RASHID, Harunur1, ZENG, Min2, PIPER, David J.W.3 and WANG, Yang2, (1)College of Marine Sciences, Shanghai Ocean University, 999 Hucheng Huan Road, Shanghai, 201306, China, (2)College of Marine Sciences, Shanghai Ocean University, 999 Hucheng Huan Road, Shanghai Ocean University, Shanghai, 201306, China, (3)Natural Resources Canada, Geological Survey of Canada, Bedford Institute of Oceanography,, Dartmouth,, ON B2Y 4A2,, Canada

The interaction between the sediment dynamics and iceberg rafting by the Hudson Strait ice stream of the Laurentide Ice Sheet (LIS) is poorly understood. Recent publications by Dalton et al. and Pico et al. suggested a significant reduction of the LIS during MIS 3, implying either a significant retreat or absence of the Hudson Strait ice stream.
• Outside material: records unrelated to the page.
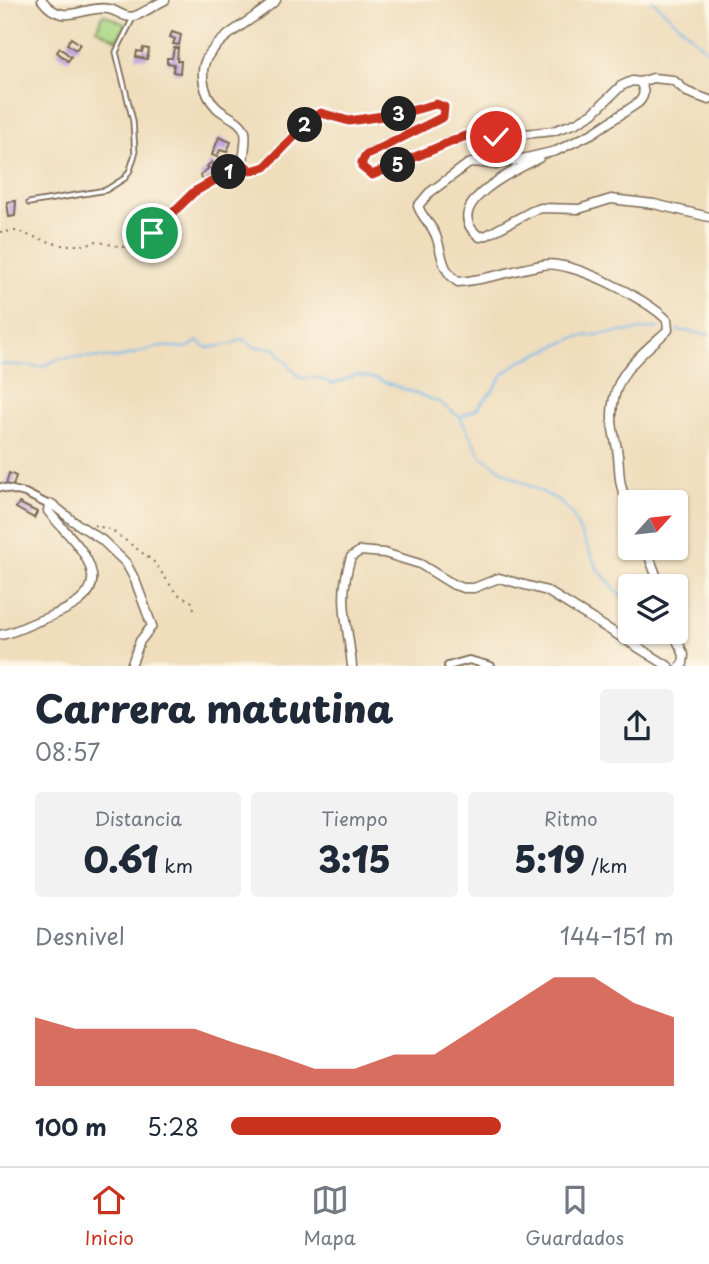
<!DOCTYPE html>
<html lang="es">
<head>
<meta charset="utf-8">
<style>
	:root { --surface:#fff; --page:#f2f2f3; --text:#1f2937; --muted:#747a83; --line:#e0e1e3; --accent:#c8321e }
	body { margin:0; font-family:"Playpen Sans",sans-serif; background:var(--page); color:var(--text); height:100vh; display:flex; flex-direction:column; font-size:26px; white-space:nowrap }
	* { box-sizing:border-box; margin:0 }
	p { font-size:23px; color:var(--muted) }
	.icon { flex:none; width:38px; height:38px; fill:none; stroke:currentColor; stroke-width:2; stroke-linecap:round; stroke-linejoin:round }
	.map { position:relative; height:666px; overflow:hidden }
	.details { display:flex; flex-direction:column; background:var(--surface); flex:1 }
	.details>* { flex:none }
	.needle { width:46px; rotate:63deg }
	.buttons { position:absolute; left:618px; top:490px; display:grid; gap:14px }
	.buttons a { display:grid; place-items:center; width:70px; height:70px; border-radius:7px; background:var(--surface); box-shadow:0 2px 5px #0004; font-size:35px }
	.pin { position:absolute; display:grid; place-items:center; width:60px; height:60px; color:#fff; margin:-30px; border:4px solid #fff; border-radius:50%; box-shadow:0 2px 7px #0007 }
	.km { position:absolute; width:35px; height:35px; margin:-18px; border-radius:50%; background:#222; color:#fff; font-size:19px; line-height:35px; text-align:center }
	.round { display:grid; place-items:center; flex:none; width:74px; height:74px; border-radius:7px; background:var(--page) }
	.head { display:flex; align-items:center; justify-content:space-between; height:119px; padding:0 35px }
	h1 { font-size:38px; font-weight:800; line-height:52px }
	.figures { display:grid; grid-template-columns:repeat(3,1fr); gap:10px; height:119px; padding:7px 35px }
	.figures div { display:grid; align-content:center; border-radius:7px; background:var(--page); text-align:center }
	.figures b { font-size:35px; font-weight:800 }
	.figures small { font-size:19px; font-weight:400 }
	.figures p { font-size:19px }
	.chart { height:196px; padding:14px 35px }
	.chart p { display:flex; justify-content:space-between }
	.chart svg { width:100%; height:126px; margin-top:7px; fill:var(--accent); opacity:.7 }
	ul { padding:0 35px; list-style:none; font-size:23px }
	li { display:grid; grid-template-columns:112px 84px 1fr; align-items:center; height:52px }
	li i { height:18px; border-radius:9px; background:var(--accent) }
	.dock { display:flex; justify-content:space-around; align-items:center; height:98px; border-top:2px solid var(--line); background:var(--surface); font-size:19px; color:var(--muted) }
	.dock a { display:grid; justify-items:center; gap:4px }
	.dock .active { color:var(--accent) }
	.map>svg:first-child { display:block }
</style>
</head>
<body>
<div class="map">
<svg width="709" height="666" viewBox="0 0 709 666">
	<defs>
		<pattern id="park-crowns" width="20" height="18" patternUnits="userSpaceOnUse" patternTransform="scale(1.75)"><rect width="20" height="18" fill="#aad784"/><path d="M2 6a3 3 0 1 1 6 0M12 15a3 3 0 1 1 6 0" fill="none" stroke="#93b972"/></pattern>
	</defs>
	<rect width="100%" height="100%" fill="#fcf5e5"/>
	<filter id="ink" filterUnits="userSpaceOnUse"><feTurbulence type="fractalNoise" baseFrequency=".0143" numOctaves="2"/><feDisplacementMap in="SourceGraphic" scale="14" xChannelSelector="R" yChannelSelector="G"/><feConvolveMatrix kernelMatrix="1 2 1 2 8 2 1 2 1" color-interpolation-filters="sRGB"/></filter>
	<filter id="wash" filterUnits="userSpaceOnUse"><feTurbulence type="fractalNoise" baseFrequency=".00686" numOctaves="4" result="noise"/><feDisplacementMap in="SourceGraphic" scale="28" xChannelSelector="R" yChannelSelector="G"/><feGaussianBlur stdDeviation="1.57" result="paint"/><feColorMatrix in="noise" values="0 0 0 0 0 0 0 0 0 0 0 0 0 0 0 0 0 1.4 0 .05"/><feComposite in="paint" operator="in"/></filter>
	<g filter="url(#wash)">
		<rect width="100%" height="100%" fill="#efddbc"/>
		<path fill="url(#park-crowns)" stroke="#728051" stroke-width="2" d="M103,14L125,24L117,40L96,29Z"/>
		<g fill="none" stroke-linecap="round" stroke-linejoin="round">
			<path stroke="#78bbee" stroke-width="2" d="M652,0L709,52
				M677,330L709,335
				M0,364L42,367L58,359L75,357L119,358L161,346L187,348L198,341L207,348L232,344L243,339L254,347L274,348L300,378H319L333,384L357,375L374,378L439,402L460,417L481,456L509,475L558,500L572,514L597,568L630,606
				M460,417L476,409L494,389L502,375L521,361L577,337L658,328
				M655,632L664,640"/>
		</g>
		<g id="blocks">
			<path fill="#bb9dde" d="M172,32L181,35L179,45L173,44L175,39L170,37Z
				M71,38L80,44L76,50L67,44Z
				M60,48L71,57L68,61L57,52Z
				M143,48L149,49L147,59L136,57L137,51L142,52Z
				M174,48H178L177,61H181L180,73L173,72L174,64L167,63V58H172Z
				M219,137L231,142L227,152L220,150L217,157L212,155Z
				M212,162L217,170L203,180L200,175L209,168L207,166Z
				M16,201L15,216L9,217L7,202Z
				M9,473L16,476L13,486L6,484Z
				M19,503L37,512L34,518L16,508Z"/>
		</g>
	</g>
	<g filter="url(#ink)">
		<use href="#blocks" fill-opacity="0" stroke="#7a6955" stroke-width="2"/>
		<g fill="none" stroke-linecap="round" stroke-linejoin="round">
			<defs>
				<path id="service" d="M211,181L242,166
					M29,203L106,190L125,178L130,170L135,154L133,121L116,52L134,16"/>
				<path id="minor" d="M0,487L25,493L49,505
					M448,666L469,660L491,666"/>
				<path id="tertiary" d="M42,0C63,29 85,4 109,9C119,11 124,19 135,16C145,12 155,5 165,0
					M276,0C256,19 224,32 208,56C198,71 204,95 216,107C224,116 241,119 245,132C247,141 243,154 243,165L251,171L265,167L313,117L321,113L349,121L403,113L436,104L444,107L443,117L364,156L362,162V167L372,175L465,136L496,137L553,131L576,123L593,113L621,86L632,81L640,82L653,78L673,80L687,92L709,100
					M539,158C515,170 437,206 480,237L487,235L532,211L541,208L579,209L611,199L654,204L709,217
					M630,503C618,490 620,473 618,456C617,444 612,431 612,419C611,374 639,357 668,330L667,320C647,299 571,259 542,265C513,270 488,280 458,282C440,269 443,254 436,236C432,225 422,218 418,206L429,193L468,164L476,162L496,165L556,151L593,133L638,103C645,96 645,91 640,82
					M646,548L660,586
					M673,632L684,655L683,664L680,666
					M0,635C13,633 24,627 36,622C58,613 103,600 90,567C83,546 61,528 48,511L49,505L52,504L73,521L102,540L126,563L135,580L152,626L140,641L131,666
					M352,666C348,623 337,600 351,557L360,551L384,553L420,564L454,585L464,588H474L499,578L547,591L668,666"/>
			</defs>
			<use href="#service" stroke="#7a6955" stroke-width="7"/>
			<use href="#minor" stroke="#7a6955" stroke-width="10"/>
			<use href="#tertiary" stroke="#7a6955" stroke-width="11"/>
			<path stroke="#7a6955" stroke-width="2" stroke-dasharray="2 5" stroke-linecap="butt" d="M0,232L15,231L60,245H85L95,241L122,247L133,245L143,240L194,192L207,183
				M94,525L111,530L140,551L154,562L176,593L192,602L194,609"/>
			<use href="#service" stroke="#fff" stroke-width="3.5"/>
			<use href="#minor" stroke="#fff" stroke-width="6"/>
			<use href="#tertiary" stroke="#fff" stroke-width="8"/>
		</g>
	</g>
	<g fill="none" stroke-linecap="round" stroke-linejoin="round" filter="url(#ink)">
		<defs>
			<path id="route" d="M152,233L194,192L243,164L251,171L265,167L313,117L321,113L349,121L403,113L436,104L444,107L443,117L365,156L362,162V167L372,175L465,136L496,137"/>
		</defs>
		<use href="#route" stroke="#fff" stroke-width="14"/>
		<use href="#route" stroke="#c8321e" stroke-width="9"/>
	</g>
</svg>
<div class="buttons">
<a><svg class="needle" viewBox="-14 -14 28 28"><path d="M0-13l5 13h-10z" fill="#e53935"/><path d="M0 13l5-13h-10z" fill="#747a83"/></svg></a>
<a><svg class="icon" aria-label="layers" viewBox="0 0 24 24"><path d="M12 4l9 5-9 5-9-5zM3 14l9 5 9-5"/></svg></a>
</div>
<div class="pin" style="left:152px;top:233px;background:#1e9e55"><svg class="icon" aria-label="arrive" viewBox="0 0 24 24"><path d="M6 21V4h12l-3 4 3 4H6"/></svg></div>
<div class="pin" style="left:496px;top:137px;background:#d93025"><svg class="icon" aria-label="check" viewBox="0 0 24 24"><path d="M5 12l5 5 9-10"/></svg></div>
<b class="km" style="left:229px;top:172px">1</b>
<b class="km" style="left:305px;top:125px">2</b>
<b class="km" style="left:399px;top:114px">3</b>
<b class="km" style="left:398px;top:165px">5</b>
</div>
<section class="details">
<div class="head"><div><h1>Carrera matutina</h1><p>08:57</p></div><a class="round"><svg class="icon" aria-label="share" viewBox="0 0 24 24"><path d="M12 15V3M7 8l5-5 5 5M5 13v7h14v-7"/></svg></a></div>
<div class="figures">
<div><p>Distancia</p><b>0.61<small> km</small></b></div>
<div><p>Tiempo</p><b>3:15</b></div>
<div><p>Ritmo</p><b>5:19<small> /km</small></b></div>
</div>
<div class="chart"><p><span>Desnivel</span>144–151 m</p>
<svg viewBox="0 0 160 44" preserveAspectRatio="none"><path d="M0 44V20L10 24L20 24L30 24L40 24L50 29L60 33L70 38L80 38L90 33L100 33L110 24L120 15L130 6L140 6L150 15L160 20V44z"/></svg>
</div>
<ul>
<li><b>100 m</b>5:28<i style="width:61%"></i></li>
</ul>
</section>
<nav class="dock">
<a class="active"><svg class="icon" aria-label="home" viewBox="0 0 24 24"><path d="M3 11l9-7 9 7M6 9v11h12V9"/></svg>Inicio</a>
<a><svg class="icon" aria-label="map" viewBox="0 0 24 24"><path d="M3 6l6-2 6 2 6-2v14l-6 2-6-2-6 2zM9 4v14M15 6v14"/></svg>Mapa</a>
<a><svg class="icon" aria-label="saved" viewBox="0 0 24 24"><path d="M7 4h10v16l-5-4-5 4z"/></svg>Guardados</a>
</nav>
</body>
</html>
Here we report data from three sediment cores, namely Hu97048-07 (62.67°N; 60.57°W; 938 m water depth), Hu92045-04 (59.81°N; 58.13°W; 2761 m water depth), and Hu92045-05 (59.81°N; 56.46°W; 2932 m water depth) retrieved from the SE Baffin Slope and lower slope off Hudson Strait in the deep Labrador Sea. The 88-ka reference core on the SE Baffin Slope was investigated with new oxygen isotope stratigraphy, XRF geochemistry, and 16 14C data. This record is correlated to 13 regional cores providing a paleoceanographic and sediment source record over the last 40 ka from the shelf to the basin floor. This section overlies a 3-m-thick blocky mass-transport deposit, likely of MIS 4 slope sediment, which overlies 77–88 ka autochthonous sediment. Detrital carbonate-rich (DC) sediment layers H0-H4, based on bulk geochemistry, were derived from Hudson Strait. Shortly after H2 and H3, the shelf-crossing Cumberland Sound ice stream supplied dark brown ice-proximal stratified sediments but no glacigenic debris flow deposits. A minor supply of carbonate-rich sediment from Baffin Bay is recognized in the geochemistry data, allowing chronologic integration of the Baffin Bay detrital carbonate (BBDC) and the Labrador Sea DC records and implying an open seaway through the Davis Strait. The deep-water counterparts of H3, H4, and H5 events in the deep Labrador basin exhibit variable thickness, ranging from 4 to 10 m thick units of nepheloid-flow deposits and thin-bedded carbonate-rich mud turbidites derived from glacigenic debris flows on the Hudson Strait slope. The Hudson Strait ice stream remained at the shelf break in H3–H5 but retreated rapidly back across the shelf in H0–H2. During this time, Cumberland Sound ice twice reached the shelf edge. Therefore, our data from the strategically located cores raise doubt about the synchronicity of the maximum extent of ice streams in Hudson Strait, Cumberland Sound, and Lancaster Sound and the retreat or absence of the Hudson Strait ice stream during MIS 3.